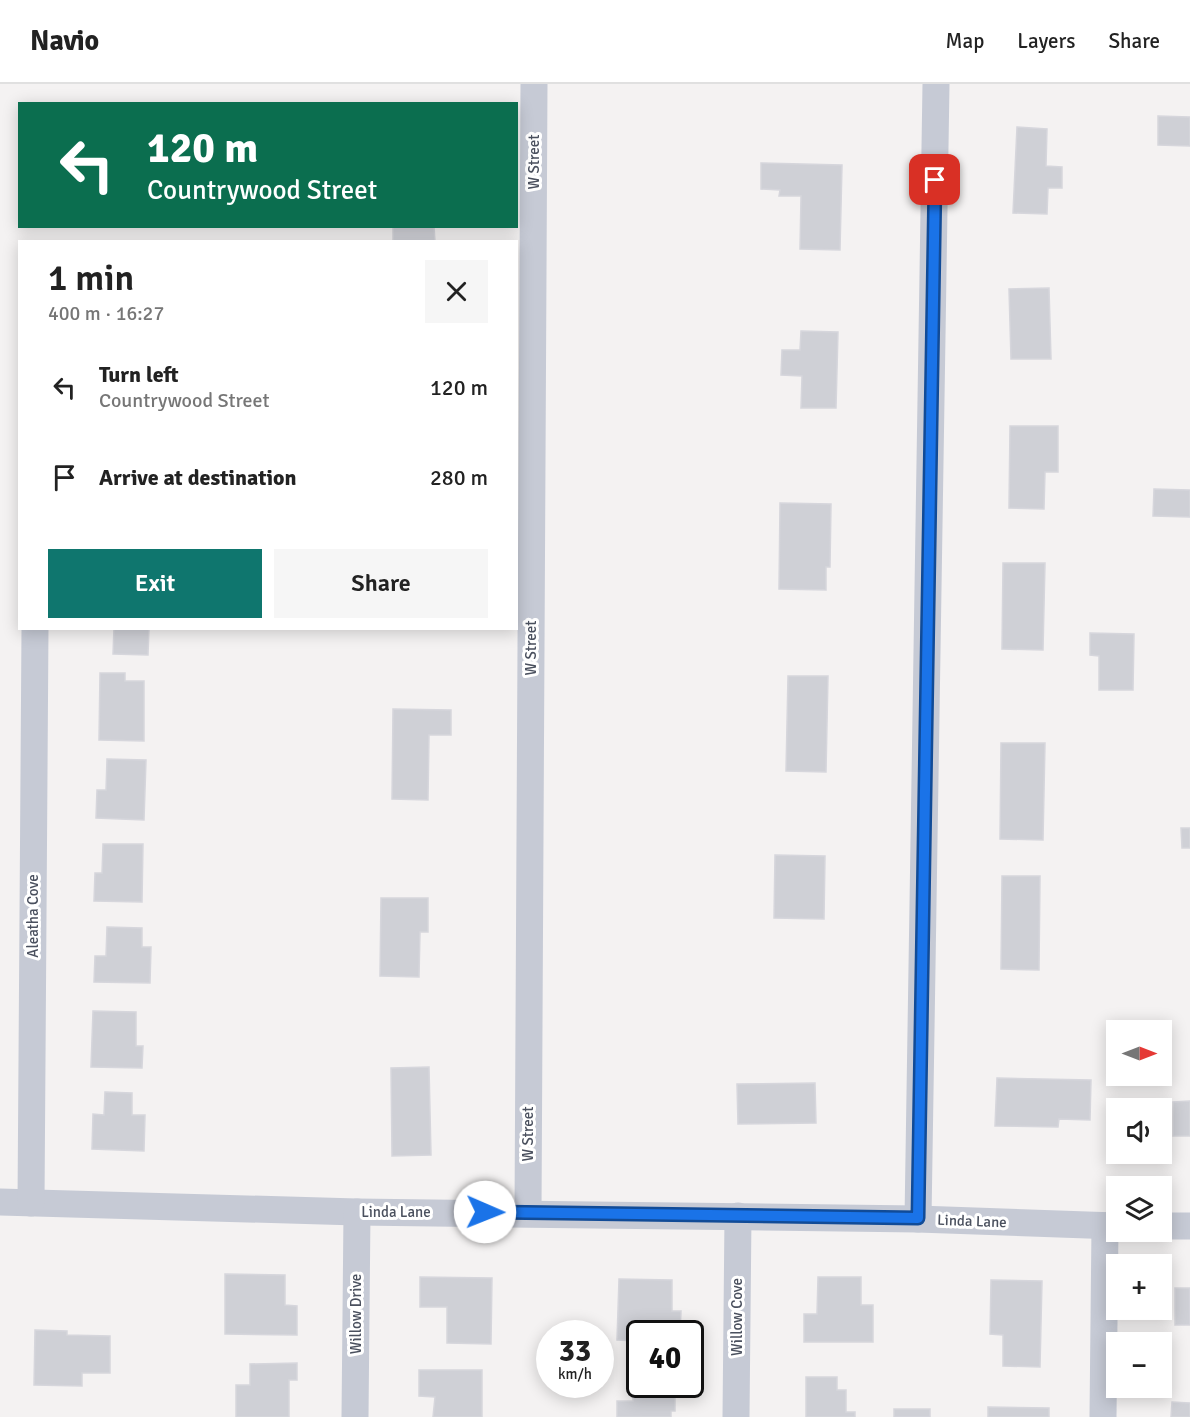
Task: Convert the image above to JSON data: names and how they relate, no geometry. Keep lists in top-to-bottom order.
{
  "streets": {
    "street": [
      "W Street",
      "Aleatha Cove",
      "Linda Lane",
      "Willow Drive",
      "Willow Cove"
    ]
  },
  "crossings": [
    ["W Street", "Linda Lane"],
    ["Aleatha Cove", "Linda Lane"],
    ["Linda Lane", "Willow Drive"],
    ["Linda Lane", "Willow Cove"]
  ],
  "north": "right",
  "page": {
    "header": "Navio",
    "nav": ["Map", "Layers", "Share"],
    "turn": ["120 m", "Countrywood Street"],
    "heading": ["1 min", "400 m · 16:27"],
    "list": [
      {
        "name": "Turn left",
        "note": "Countrywood Street",
        "value": "120 m"
      },
      {
        "name": "Arrive at destination",
        "value": "280 m"
      }
    ],
    "buttons": ["Exit", "Share"],
    "map_buttons": ["+", "−"],
    "speed": "33 km/h",
    "limit": "40"
  }
}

───

| WORK REQUIRED |
Line by line, give the material above again exactly, but without any pictures.

| RESPONSE AREA |
Task: Convert the image above to JSON data: names and how they relate, no geometry. Keep lists in top-to-bottom order.
{
  "streets": {
    "street": [
      "W Street",
      "Aleatha Cove",
      "Linda Lane",
      "Willow Drive",
      "Willow Cove"
    ]
  },
  "crossings": [
    ["W Street", "Linda Lane"],
    ["Aleatha Cove", "Linda Lane"],
    ["Linda Lane", "Willow Drive"],
    ["Linda Lane", "Willow Cove"]
  ],
  "north": "right",
  "page": {
    "header": "Navio",
    "nav": ["Map", "Layers", "Share"],
    "turn": ["120 m", "Countrywood Street"],
    "heading": ["1 min", "400 m · 16:27"],
    "list": [
      {
        "name": "Turn left",
        "note": "Countrywood Street",
        "value": "120 m"
      },
      {
        "name": "Arrive at destination",
        "value": "280 m"
      }
    ],
    "buttons": ["Exit", "Share"],
    "map_buttons": ["+", "−"],
    "speed": "33 km/h",
    "limit": "40"
  }
}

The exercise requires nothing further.